### [EXERCISE BRIEF]
Restate the records below word for word.
----- SUPPLIED INFORMATION -----
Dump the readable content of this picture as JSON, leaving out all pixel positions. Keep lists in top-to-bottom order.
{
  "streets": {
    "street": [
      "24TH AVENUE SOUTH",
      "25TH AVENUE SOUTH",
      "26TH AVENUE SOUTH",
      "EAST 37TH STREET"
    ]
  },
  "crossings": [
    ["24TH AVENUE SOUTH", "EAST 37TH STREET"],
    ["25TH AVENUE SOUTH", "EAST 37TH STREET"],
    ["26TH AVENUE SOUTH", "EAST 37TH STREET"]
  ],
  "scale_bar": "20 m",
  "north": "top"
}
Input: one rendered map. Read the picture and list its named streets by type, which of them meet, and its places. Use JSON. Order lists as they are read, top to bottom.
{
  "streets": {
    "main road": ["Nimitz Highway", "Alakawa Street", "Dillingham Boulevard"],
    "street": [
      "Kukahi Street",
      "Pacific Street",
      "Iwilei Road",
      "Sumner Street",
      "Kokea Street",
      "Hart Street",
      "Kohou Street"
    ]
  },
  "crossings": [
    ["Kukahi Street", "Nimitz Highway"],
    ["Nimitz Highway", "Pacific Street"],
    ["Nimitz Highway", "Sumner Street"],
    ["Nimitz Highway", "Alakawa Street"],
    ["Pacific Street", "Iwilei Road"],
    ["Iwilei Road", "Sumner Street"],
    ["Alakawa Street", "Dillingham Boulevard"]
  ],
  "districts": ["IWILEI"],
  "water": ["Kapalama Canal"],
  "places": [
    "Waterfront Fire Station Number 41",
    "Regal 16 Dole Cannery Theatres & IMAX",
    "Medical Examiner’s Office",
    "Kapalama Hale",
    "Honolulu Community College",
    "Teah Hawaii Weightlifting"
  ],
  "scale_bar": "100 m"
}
-----
### [SOLUTION TO THIS TASK]
Dump the readable content of this picture as JSON, leaving out all pixel positions. Keep lists in top-to-bottom order.
{
  "streets": {
    "street": [
      "24TH AVENUE SOUTH",
      "25TH AVENUE SOUTH",
      "26TH AVENUE SOUTH",
      "EAST 37TH STREET"
    ]
  },
  "crossings": [
    ["24TH AVENUE SOUTH", "EAST 37TH STREET"],
    ["25TH AVENUE SOUTH", "EAST 37TH STREET"],
    ["26TH AVENUE SOUTH", "EAST 37TH STREET"]
  ],
  "scale_bar": "20 m",
  "north": "top"
}
Input: one rendered map. Read the picture and list its named streets by type, which of them meet, and its places. Use JSON. Order lists as they are read, top to bottom.
{
  "streets": {
    "main road": ["Nimitz Highway", "Alakawa Street", "Dillingham Boulevard"],
    "street": [
      "Kukahi Street",
      "Pacific Street",
      "Iwilei Road",
      "Sumner Street",
      "Kokea Street",
      "Hart Street",
      "Kohou Street"
    ]
  },
  "crossings": [
    ["Kukahi Street", "Nimitz Highway"],
    ["Nimitz Highway", "Pacific Street"],
    ["Nimitz Highway", "Sumner Street"],
    ["Nimitz Highway", "Alakawa Street"],
    ["Pacific Street", "Iwilei Road"],
    ["Iwilei Road", "Sumner Street"],
    ["Alakawa Street", "Dillingham Boulevard"]
  ],
  "districts": ["IWILEI"],
  "water": ["Kapalama Canal"],
  "places": [
    "Waterfront Fire Station Number 41",
    "Regal 16 Dole Cannery Theatres & IMAX",
    "Medical Examiner’s Office",
    "Kapalama Hale",
    "Honolulu Community College",
    "Teah Hawaii Weightlifting"
  ],
  "scale_bar": "100 m"
}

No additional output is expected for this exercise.